# Task objective
Search the records below for "column" and copy every line it turns up in.

*** Opening Data to process ***

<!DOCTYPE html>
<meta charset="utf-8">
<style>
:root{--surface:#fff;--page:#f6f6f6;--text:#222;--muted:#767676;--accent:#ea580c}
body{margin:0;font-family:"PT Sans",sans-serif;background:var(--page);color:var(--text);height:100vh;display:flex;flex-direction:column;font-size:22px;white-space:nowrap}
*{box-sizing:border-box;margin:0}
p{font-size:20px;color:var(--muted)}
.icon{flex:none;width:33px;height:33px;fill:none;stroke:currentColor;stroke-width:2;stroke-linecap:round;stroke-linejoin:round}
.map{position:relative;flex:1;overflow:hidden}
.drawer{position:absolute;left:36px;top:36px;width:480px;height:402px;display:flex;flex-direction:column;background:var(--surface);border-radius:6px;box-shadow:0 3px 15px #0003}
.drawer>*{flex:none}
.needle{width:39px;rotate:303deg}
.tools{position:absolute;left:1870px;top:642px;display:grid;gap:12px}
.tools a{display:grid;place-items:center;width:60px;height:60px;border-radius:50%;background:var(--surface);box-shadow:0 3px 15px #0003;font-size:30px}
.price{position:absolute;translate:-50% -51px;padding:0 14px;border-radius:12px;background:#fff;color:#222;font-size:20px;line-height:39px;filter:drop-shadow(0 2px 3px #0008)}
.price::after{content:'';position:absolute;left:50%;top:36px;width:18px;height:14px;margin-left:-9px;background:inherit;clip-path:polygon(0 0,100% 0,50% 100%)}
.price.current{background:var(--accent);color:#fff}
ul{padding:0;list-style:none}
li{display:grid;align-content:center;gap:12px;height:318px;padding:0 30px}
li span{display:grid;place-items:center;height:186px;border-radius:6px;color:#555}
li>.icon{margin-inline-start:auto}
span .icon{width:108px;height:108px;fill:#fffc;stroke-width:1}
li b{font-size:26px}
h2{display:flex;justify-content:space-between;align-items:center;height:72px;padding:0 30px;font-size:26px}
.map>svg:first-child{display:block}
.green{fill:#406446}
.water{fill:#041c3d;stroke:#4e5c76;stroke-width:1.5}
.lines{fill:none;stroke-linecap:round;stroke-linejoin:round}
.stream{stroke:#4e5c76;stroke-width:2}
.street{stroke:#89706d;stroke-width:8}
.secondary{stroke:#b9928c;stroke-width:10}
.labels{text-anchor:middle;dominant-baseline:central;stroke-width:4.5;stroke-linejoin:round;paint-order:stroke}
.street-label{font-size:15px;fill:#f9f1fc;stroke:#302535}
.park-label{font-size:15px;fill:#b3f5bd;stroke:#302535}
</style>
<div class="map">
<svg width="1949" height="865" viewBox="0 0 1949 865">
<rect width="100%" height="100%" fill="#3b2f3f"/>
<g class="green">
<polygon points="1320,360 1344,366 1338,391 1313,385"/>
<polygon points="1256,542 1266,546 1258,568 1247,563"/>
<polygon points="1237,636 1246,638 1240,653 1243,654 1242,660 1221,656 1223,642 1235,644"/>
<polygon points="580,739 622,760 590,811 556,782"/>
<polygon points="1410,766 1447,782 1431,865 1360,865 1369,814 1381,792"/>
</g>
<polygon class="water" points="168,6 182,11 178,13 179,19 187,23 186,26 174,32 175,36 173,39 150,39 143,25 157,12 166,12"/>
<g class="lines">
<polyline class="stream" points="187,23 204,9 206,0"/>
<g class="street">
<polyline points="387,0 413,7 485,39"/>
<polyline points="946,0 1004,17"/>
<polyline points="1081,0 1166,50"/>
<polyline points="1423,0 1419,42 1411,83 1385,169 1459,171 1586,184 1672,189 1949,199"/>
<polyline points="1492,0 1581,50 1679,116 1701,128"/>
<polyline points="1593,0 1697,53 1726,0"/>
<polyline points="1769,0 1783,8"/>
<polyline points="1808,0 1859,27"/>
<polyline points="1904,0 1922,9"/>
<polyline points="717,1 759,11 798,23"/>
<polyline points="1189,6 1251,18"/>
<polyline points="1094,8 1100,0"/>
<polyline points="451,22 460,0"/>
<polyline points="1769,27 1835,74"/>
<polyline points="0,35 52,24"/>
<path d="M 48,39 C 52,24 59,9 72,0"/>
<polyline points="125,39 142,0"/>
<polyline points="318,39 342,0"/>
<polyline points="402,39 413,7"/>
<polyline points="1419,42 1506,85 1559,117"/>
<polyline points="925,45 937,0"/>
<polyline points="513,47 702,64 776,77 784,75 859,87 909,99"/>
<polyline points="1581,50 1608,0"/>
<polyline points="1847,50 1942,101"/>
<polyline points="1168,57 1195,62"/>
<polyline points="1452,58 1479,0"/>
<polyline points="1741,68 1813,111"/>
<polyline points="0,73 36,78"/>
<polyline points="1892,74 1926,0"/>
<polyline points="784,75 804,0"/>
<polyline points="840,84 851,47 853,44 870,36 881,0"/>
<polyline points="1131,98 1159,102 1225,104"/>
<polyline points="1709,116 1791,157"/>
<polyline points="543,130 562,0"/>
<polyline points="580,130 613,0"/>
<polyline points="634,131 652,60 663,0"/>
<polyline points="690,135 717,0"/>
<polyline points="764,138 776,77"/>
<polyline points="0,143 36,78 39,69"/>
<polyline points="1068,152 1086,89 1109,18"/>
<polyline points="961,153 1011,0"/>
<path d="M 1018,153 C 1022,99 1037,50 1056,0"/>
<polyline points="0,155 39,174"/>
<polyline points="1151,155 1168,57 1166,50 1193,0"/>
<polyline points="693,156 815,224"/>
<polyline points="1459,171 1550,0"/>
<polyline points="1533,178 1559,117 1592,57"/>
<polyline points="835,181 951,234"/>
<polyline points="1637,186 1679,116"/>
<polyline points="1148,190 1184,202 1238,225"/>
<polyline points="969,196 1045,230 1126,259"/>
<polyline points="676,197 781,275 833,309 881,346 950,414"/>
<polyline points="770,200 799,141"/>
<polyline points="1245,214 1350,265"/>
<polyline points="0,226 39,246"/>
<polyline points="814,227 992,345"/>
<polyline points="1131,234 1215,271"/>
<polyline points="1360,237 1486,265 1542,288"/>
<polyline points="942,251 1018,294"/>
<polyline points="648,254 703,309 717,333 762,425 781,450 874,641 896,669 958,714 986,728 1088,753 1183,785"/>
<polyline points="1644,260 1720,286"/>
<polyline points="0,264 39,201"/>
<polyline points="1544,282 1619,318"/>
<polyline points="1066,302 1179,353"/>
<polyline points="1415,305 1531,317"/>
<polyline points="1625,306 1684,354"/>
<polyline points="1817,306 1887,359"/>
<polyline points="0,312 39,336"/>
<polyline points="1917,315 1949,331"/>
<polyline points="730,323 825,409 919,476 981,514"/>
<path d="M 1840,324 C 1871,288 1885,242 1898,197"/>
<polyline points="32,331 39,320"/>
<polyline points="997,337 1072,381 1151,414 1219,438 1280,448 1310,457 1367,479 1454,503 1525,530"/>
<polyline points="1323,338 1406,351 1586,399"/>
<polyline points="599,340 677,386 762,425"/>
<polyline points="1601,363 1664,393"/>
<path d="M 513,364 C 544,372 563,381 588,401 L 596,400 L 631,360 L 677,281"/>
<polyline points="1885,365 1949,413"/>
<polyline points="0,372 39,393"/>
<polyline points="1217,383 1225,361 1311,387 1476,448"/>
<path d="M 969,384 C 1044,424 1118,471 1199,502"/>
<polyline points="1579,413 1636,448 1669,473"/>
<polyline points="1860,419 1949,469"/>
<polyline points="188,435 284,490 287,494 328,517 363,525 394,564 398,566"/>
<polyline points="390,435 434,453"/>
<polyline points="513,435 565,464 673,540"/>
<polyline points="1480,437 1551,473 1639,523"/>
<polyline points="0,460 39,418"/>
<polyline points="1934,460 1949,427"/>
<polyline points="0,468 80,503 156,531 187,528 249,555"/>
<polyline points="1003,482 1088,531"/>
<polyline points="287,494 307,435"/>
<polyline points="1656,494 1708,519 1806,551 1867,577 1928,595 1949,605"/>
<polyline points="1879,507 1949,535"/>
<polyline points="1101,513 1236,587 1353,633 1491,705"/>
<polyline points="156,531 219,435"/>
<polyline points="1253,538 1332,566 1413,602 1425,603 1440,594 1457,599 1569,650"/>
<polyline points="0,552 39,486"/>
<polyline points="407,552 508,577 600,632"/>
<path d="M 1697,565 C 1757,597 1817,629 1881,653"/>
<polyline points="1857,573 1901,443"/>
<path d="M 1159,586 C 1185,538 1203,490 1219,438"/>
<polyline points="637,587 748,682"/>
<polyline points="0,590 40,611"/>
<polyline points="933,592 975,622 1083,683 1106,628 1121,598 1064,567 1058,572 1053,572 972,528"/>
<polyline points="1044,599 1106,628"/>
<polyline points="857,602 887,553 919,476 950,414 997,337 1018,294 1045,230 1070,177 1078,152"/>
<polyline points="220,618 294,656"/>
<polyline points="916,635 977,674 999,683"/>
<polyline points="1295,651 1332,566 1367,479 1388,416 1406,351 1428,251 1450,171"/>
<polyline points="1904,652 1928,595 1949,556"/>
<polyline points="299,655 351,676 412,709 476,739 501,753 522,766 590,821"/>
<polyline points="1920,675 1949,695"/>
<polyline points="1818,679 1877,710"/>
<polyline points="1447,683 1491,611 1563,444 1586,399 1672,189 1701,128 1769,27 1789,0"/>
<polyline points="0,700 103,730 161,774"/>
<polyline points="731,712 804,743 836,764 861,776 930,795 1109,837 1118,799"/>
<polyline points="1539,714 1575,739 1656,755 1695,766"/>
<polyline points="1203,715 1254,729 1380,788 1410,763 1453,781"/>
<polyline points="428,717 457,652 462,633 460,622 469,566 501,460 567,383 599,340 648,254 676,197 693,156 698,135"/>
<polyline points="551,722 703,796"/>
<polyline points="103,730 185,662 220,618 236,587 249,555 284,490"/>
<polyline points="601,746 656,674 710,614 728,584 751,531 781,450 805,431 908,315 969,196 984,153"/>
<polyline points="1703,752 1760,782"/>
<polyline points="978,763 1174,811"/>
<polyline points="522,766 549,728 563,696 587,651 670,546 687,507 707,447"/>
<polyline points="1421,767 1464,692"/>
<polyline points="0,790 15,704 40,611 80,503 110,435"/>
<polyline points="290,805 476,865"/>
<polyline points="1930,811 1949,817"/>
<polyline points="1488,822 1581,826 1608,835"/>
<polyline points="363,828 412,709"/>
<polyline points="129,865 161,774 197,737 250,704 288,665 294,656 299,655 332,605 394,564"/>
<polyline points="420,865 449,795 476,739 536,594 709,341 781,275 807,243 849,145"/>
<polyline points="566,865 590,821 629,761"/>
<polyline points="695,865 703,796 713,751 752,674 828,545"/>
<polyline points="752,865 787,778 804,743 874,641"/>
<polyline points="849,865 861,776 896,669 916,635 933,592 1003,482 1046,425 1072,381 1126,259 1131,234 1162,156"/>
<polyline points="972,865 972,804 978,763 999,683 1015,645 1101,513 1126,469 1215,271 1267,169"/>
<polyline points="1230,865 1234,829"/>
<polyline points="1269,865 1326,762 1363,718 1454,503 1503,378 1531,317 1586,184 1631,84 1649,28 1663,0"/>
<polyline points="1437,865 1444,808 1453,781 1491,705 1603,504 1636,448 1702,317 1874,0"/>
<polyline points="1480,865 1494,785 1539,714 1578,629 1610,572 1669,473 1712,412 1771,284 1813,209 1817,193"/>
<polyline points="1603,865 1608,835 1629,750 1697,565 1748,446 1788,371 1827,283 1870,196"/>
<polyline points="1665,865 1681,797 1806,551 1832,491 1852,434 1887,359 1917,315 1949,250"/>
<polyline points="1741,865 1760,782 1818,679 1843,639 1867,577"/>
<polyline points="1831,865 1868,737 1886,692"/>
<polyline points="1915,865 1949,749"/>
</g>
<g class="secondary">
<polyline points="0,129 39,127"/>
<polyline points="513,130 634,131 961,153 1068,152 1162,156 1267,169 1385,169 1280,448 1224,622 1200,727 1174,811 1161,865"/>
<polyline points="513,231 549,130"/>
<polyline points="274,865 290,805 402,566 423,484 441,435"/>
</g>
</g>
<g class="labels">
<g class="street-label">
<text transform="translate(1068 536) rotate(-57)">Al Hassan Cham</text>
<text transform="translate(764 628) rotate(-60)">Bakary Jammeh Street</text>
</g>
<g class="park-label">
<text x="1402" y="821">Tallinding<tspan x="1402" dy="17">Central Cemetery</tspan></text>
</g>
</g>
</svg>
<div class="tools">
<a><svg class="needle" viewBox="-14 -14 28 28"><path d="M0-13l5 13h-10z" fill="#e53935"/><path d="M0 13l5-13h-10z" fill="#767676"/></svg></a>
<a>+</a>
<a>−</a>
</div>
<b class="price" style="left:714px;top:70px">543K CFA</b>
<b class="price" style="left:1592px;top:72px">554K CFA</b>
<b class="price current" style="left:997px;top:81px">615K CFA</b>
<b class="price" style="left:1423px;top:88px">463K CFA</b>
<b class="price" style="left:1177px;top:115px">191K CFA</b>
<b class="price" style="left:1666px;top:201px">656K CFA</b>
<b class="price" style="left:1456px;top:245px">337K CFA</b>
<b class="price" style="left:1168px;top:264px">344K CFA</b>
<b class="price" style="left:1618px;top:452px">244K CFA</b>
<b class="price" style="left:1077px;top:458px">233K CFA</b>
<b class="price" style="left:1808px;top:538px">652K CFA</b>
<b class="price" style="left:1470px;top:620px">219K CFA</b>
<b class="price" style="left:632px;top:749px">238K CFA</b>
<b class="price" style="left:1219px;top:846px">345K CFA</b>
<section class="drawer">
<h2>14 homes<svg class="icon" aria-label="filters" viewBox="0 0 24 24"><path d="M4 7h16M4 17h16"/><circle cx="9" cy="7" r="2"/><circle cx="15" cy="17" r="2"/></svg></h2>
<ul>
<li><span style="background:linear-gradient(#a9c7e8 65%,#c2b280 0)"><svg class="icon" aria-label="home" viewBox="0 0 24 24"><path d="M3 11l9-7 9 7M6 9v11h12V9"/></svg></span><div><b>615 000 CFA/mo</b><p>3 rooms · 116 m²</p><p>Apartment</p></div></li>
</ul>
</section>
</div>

*** Closing Data to process ***

# Result below
body{margin:0;font-family:"PT Sans",sans-serif;background:var(--page);color:var(--text);height:100vh;display:flex;flex-direction:column;font-size:22px;white-space:nowrap}
.drawer{position:absolute;left:36px;top:36px;width:480px;height:402px;display:flex;flex-direction:column;background:var(--surface);border-radius:6px;box-shadow:0 3px 15px #0003}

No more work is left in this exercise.